Singapore students ace collaboration: Pisa study
Singapore students post highest mean scores in Pisa assessment
Once again, Singapore teens have aced the Programme for International Student Assessment (Pisa) - this time in collaborative problem-solving.
This comes after Singapore beat other countries in Pisa's core domains of mathematics, science and reading. The results for this component of the 2015 prestigious triennial study were released yesterday.
It is run by the Organisation for Economic Cooperation and Development (OECD).
Of the Singaporeans involved in the study, there were 5,825 students - mainly from Secondary 4 - from all 168 secondary schools and 290 students from nine private schools.
Of the 52 education systems that participated in the collaborative problem-solving assessment, Singapore had the highest mean score of 561, ahead of Japan and Hong Kong.
The component tests students on their ability to solve problems with multiple constraints, ensure team members follow through with responsibilities, and resolve conflicts.
It was introduced in 2015 to include skills that are increasingly important and relevant in the 21st century.
Students were asked to chat with two "team members" simulated by the computer to carry out tasks.
Aside from planning strategies, they had to consider what their team members knew and assign roles based on skills and preferences, and monitor the team's progress.
The computer-simulated setting does not encapsulate the complexity of human interactions, the Ministry of Education's deputy director-general of education (curriculum) Sng Chern Wei acknowledged. But it is OECD's way of measuring and comparing collaborative problem-solving skills, he said.
He added that the results affirm MOE's efforts to develop in students the skills essential for the 21st century.

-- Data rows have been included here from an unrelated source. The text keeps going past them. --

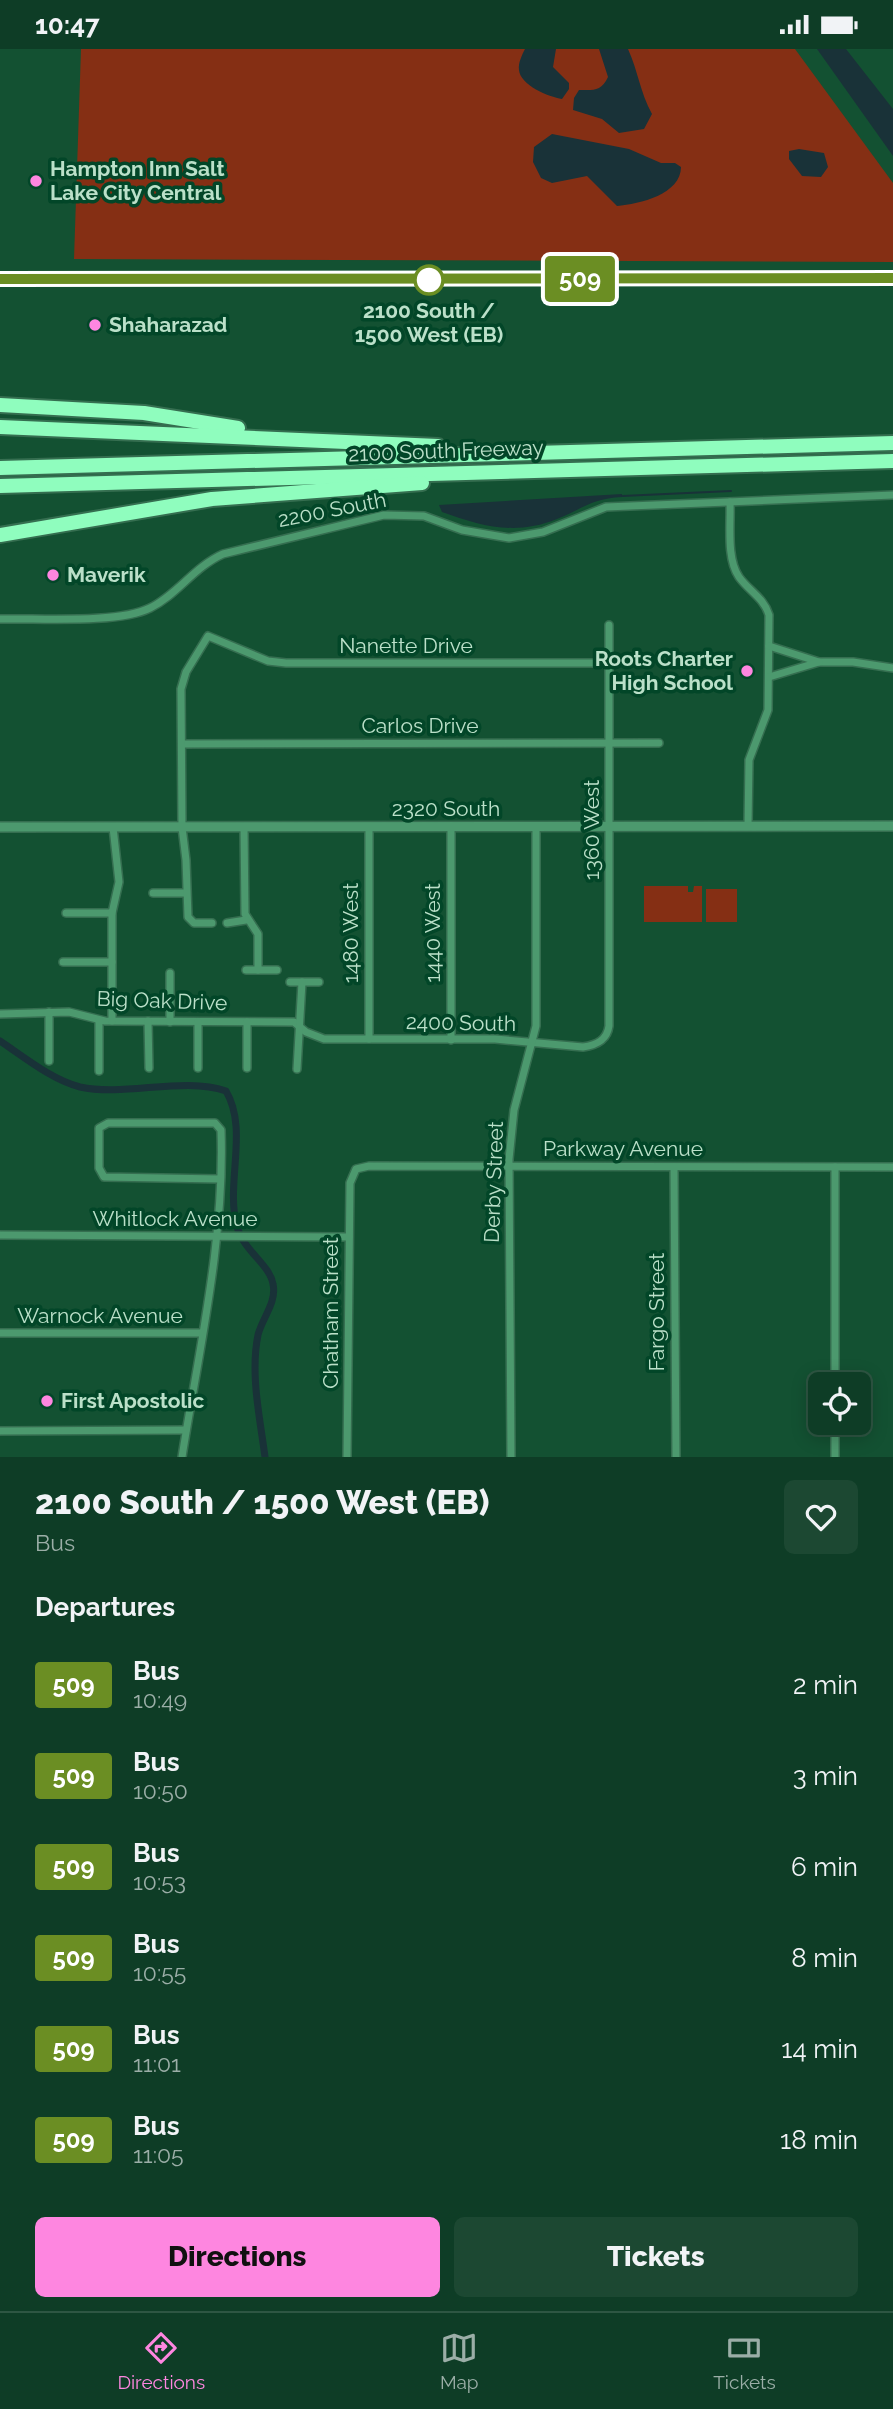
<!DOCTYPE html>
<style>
:root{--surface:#0e3d26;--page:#1c4832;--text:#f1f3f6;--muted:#9baea7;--line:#2e5643;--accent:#fe86e0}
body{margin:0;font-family:Raleway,sans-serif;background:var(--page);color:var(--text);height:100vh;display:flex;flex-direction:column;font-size:26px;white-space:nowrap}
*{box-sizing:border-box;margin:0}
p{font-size:23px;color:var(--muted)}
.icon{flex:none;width:38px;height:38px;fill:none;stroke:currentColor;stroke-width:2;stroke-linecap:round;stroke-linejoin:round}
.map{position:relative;height:1408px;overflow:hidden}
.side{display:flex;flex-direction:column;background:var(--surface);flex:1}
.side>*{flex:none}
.badge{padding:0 14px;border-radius:5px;font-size:24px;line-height:46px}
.tools{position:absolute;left:808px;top:1323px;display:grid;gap:14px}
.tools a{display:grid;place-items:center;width:63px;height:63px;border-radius:10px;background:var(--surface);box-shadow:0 4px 18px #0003,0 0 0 2px var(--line);font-size:35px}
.map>.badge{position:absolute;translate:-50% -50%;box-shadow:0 0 0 4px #fff}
h2{padding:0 35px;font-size:26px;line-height:63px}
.round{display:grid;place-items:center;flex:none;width:74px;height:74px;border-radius:10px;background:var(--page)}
.overview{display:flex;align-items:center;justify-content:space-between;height:119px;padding:0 35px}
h1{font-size:33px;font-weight:800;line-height:52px}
.button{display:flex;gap:14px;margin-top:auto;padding:14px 35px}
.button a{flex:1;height:80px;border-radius:10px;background:var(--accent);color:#111;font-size:28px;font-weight:800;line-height:80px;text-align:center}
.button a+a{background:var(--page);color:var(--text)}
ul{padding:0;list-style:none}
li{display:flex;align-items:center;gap:21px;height:91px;padding:0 35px}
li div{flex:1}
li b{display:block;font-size:26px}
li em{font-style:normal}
li .badge{min-width:77px;font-weight:700;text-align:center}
.status{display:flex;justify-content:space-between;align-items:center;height:49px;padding:0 35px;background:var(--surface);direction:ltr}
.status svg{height:19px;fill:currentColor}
.dock{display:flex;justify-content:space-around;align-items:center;height:98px;border-top:2px solid var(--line);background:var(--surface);font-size:19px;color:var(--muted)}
.dock a{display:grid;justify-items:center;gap:4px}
.dock .current{color:var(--accent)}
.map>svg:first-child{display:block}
</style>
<div class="status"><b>10:47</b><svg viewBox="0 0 49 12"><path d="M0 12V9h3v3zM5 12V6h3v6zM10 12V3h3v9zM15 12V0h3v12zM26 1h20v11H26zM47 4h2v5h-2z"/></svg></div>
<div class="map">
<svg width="893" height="1408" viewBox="0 0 893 1408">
<rect width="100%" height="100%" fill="#135132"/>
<!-- green -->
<g fill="#852f14">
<polygon points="81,0 795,0 893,134 893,213 74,210"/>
<polygon points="644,837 688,837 688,843 693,843 694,837 702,837 702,873 644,873"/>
<rect x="706" y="840" width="31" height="33"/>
</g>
<!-- water -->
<g fill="#193238">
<path d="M525,0H556L553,18L569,34V40L562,50C549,48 520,36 519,21C518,14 522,6 525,0Z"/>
<path d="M599,0H628C638,22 640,43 652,65L644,80L619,84L602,70L573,61L574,49L579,41C593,41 601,43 608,28Z"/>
<polygon points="817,0 846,0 893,60 893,107"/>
<path d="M552,85L629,100L661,114H675L681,118C681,145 640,155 617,157L587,127L552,134L541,129L533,113L534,98Z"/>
<polygon points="799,100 824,104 828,118 821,128 802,127 789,110 789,102"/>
<path d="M622,445V448C593,449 582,460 557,470C515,487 481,477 442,463L439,456Z"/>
</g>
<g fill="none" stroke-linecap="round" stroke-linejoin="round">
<!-- stream -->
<polyline stroke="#193238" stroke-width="2" points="622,447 731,442"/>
<!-- canal -->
<path stroke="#193238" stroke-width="7" d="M0,992C24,1008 52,1031 80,1038C126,1048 183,1027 226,1042C249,1081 225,1134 237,1178C244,1202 270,1216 273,1235C277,1254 262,1269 258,1286C250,1325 260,1369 265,1408"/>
<!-- minor casing -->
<g stroke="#356e50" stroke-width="10">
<g id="minor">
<path d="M730,453C731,475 726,509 739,528C749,542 764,549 769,566L768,661L749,711L748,777"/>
<path d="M0,570C38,569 118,575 150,559C177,546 194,518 223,505L384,466L424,467L462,481L509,489L543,483L606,458L893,446"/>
<polyline points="769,597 819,613 853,613 893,619"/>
<polyline points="769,628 819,613"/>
<polyline points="182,695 659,694"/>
<polyline points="244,778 245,865 258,885 258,921"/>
<polyline points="153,844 186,844"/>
<polyline points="66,864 112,864"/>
<polyline points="212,874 194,874 188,868 186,811 182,778 181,640 186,623 208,587 268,612 286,614 609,614"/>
<polyline points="227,874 246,871"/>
<polyline points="63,913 112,913"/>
<polyline points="246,921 277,921"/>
<polyline points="290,933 319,933"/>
<polyline points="49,963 49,1012"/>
<path d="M0,965L69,963L105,972L294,973L306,983L324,990H495L583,998C597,996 607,991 609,977V576"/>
<polyline points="112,972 112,864 119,833 113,778"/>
<polyline points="148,972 149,1019"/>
<polyline points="170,973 170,924"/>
<polyline points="198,973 198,1019"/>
<polyline points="369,990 369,778"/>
<polyline points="451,991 451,777"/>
<polyline points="247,1019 247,973"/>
<polyline points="297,1020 302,933"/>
<polyline points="99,1022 99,971"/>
<polyline points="674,1118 676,1408"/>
<polyline points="0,1186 349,1188"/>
<polyline points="0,1284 201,1284"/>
<polyline points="835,1335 835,1118"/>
<polyline points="0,1382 186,1381"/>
<path d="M182,1408C199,1301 225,1189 221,1081L215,1074H108L99,1079V1119L104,1128L220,1130"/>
<polyline points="347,1408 350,1134 356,1120 369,1117 893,1118"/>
<polyline points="511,1408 509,1110 514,1061 536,977 536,777"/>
<polyline points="835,1408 835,1374"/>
</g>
</g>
<!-- tertiary casing -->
<g stroke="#356e50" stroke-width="12">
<g id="tertiary">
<polyline points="0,230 893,229"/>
<polyline points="0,778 893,777"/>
</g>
</g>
<!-- motorway casing -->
<g stroke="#356e50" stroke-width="18">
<g id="motorway">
<polyline points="0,356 144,364 238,379"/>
<polyline points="0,378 438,397"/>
<polyline points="0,419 893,394"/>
<polyline points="0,437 893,412"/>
<polyline points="0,486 212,450 422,434"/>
</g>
</g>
<!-- minor -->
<use href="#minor" stroke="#4c996e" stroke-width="7"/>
<!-- tertiary -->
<use href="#tertiary" stroke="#4c996e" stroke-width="9"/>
<!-- motorway -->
<use href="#motorway" stroke="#8ffdbe" stroke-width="14"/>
</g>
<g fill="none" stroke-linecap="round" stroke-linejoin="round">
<!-- line casing -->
<g stroke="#fff" stroke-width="16">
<polyline id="line" points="0,230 893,229"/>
</g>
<!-- line -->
<use href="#line" stroke="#6b8e23" stroke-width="10"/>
</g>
<!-- markers -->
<g fill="#fe86e0" stroke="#024628" stroke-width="2.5">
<circle cx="36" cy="132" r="7"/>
<circle cx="95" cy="276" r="7"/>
<circle cx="53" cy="526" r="7"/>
<circle cx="747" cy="622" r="7"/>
<circle cx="47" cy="1352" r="7"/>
</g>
<circle fill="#fff" stroke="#6b8e23" stroke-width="3.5" cx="429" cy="231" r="14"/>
<g text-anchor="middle" stroke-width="7" stroke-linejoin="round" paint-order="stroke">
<!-- poi labels -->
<g font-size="21" font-weight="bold" fill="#bbe0c9" stroke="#024628" text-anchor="start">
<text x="50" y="127">Hampton Inn Salt<tspan x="50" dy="24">Lake City Central</tspan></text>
<text x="109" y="283">Shaharazad</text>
<text x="67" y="533">Maverik</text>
<text x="733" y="617" text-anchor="end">Roots Charter<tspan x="733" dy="24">High School</tspan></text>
<text x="61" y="1359">First Apostolic</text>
</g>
<!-- stop labels -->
<g font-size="21" font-weight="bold" fill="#bbe0c9" stroke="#024628">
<text x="429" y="269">2100 South /<tspan x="429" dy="24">1500 West (EB)</tspan></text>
</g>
<!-- street labels -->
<g font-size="21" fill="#bbe0c9" stroke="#024628">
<text transform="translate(446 402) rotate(-2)" y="7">2100 South Freeway</text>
<text transform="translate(332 461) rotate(-11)" y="7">2200 South</text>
<text x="406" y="604">Nanette Drive</text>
<text x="420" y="684">Carlos Drive</text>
<text x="446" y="767">2320 South</text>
<text transform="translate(592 781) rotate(-90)" y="7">1360 West</text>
<text transform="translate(351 884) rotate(-90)" y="7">1480 West</text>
<text transform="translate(433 884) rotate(-90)" y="7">1440 West</text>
<text transform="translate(162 952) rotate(2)" y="7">Big Oak Drive</text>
<text transform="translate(461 974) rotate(1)" y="7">2400 South</text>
<text x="623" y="1107">Parkway Avenue</text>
<text transform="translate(494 1133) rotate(-88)" y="7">Derby Street</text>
<text x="175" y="1177">Whitlock Avenue</text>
<text transform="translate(657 1263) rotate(-90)" y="7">Fargo Street</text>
<text transform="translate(331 1264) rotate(-90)" y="7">Chatham Street</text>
<text x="100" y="1274">Warnock Avenue</text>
</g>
</g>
</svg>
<div class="tools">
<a><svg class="icon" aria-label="locate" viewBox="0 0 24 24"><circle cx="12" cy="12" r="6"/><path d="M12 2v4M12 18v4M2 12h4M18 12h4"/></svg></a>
</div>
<b class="badge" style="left:580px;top:230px;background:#6b8e23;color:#fff">509</b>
</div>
<section class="side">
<div class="overview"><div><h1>2100 South / 1500 West (EB)</h1><p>Bus</p></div><a class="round"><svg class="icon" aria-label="heart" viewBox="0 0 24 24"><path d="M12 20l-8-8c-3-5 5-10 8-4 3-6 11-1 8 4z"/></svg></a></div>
<h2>Departures</h2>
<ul>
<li><span class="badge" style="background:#6b8e23;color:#fff">509</span><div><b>Bus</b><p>10:49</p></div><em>2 min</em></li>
<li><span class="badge" style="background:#6b8e23;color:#fff">509</span><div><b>Bus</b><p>10:50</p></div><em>3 min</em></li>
<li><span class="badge" style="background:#6b8e23;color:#fff">509</span><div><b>Bus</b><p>10:53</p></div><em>6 min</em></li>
<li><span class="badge" style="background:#6b8e23;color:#fff">509</span><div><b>Bus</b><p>10:55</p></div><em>8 min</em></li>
<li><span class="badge" style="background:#6b8e23;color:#fff">509</span><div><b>Bus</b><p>11:01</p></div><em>14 min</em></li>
<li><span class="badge" style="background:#6b8e23;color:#fff">509</span><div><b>Bus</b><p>11:05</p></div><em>18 min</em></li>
</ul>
<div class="button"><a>Directions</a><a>Tickets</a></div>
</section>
<nav class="dock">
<a class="current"><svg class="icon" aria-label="directions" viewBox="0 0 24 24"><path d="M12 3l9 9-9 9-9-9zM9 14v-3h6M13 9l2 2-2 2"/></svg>Directions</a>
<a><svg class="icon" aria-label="map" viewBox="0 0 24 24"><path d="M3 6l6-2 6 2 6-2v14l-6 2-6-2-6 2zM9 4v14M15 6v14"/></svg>Map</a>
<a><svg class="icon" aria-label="tickets" viewBox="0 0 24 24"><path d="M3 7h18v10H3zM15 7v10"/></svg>Tickets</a>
</nav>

Over the years, secondary schools have rolled out programmes, such as applied learning, to incorporate elements of communication and collaboration in students.
Said Mr Sng: "Their performance in the study indicated that they do recognise the desirable attributes of collaboration and are able to demonstrate them when required."
MOE will review how schools can better deliver learning outcomes through these programmes, he added.
While Singapore has the highest proportion of top performers, OECD's director for education and skills Andreas Schleicher said there is still room for improvement.
"In absolute terms, only one in five Singaporean 15-year-olds does have the social and collaborative problem-solving skills that you wish every student would have in today's world - which places a very high premium on those kinds of skills."
For instance, schools here can redesign learning environments to allow students to "design their own learning paths", said Mr Schleicher.
"In a way, the world values collaboration, but the school is still designed with students sitting behind individual desks," he added.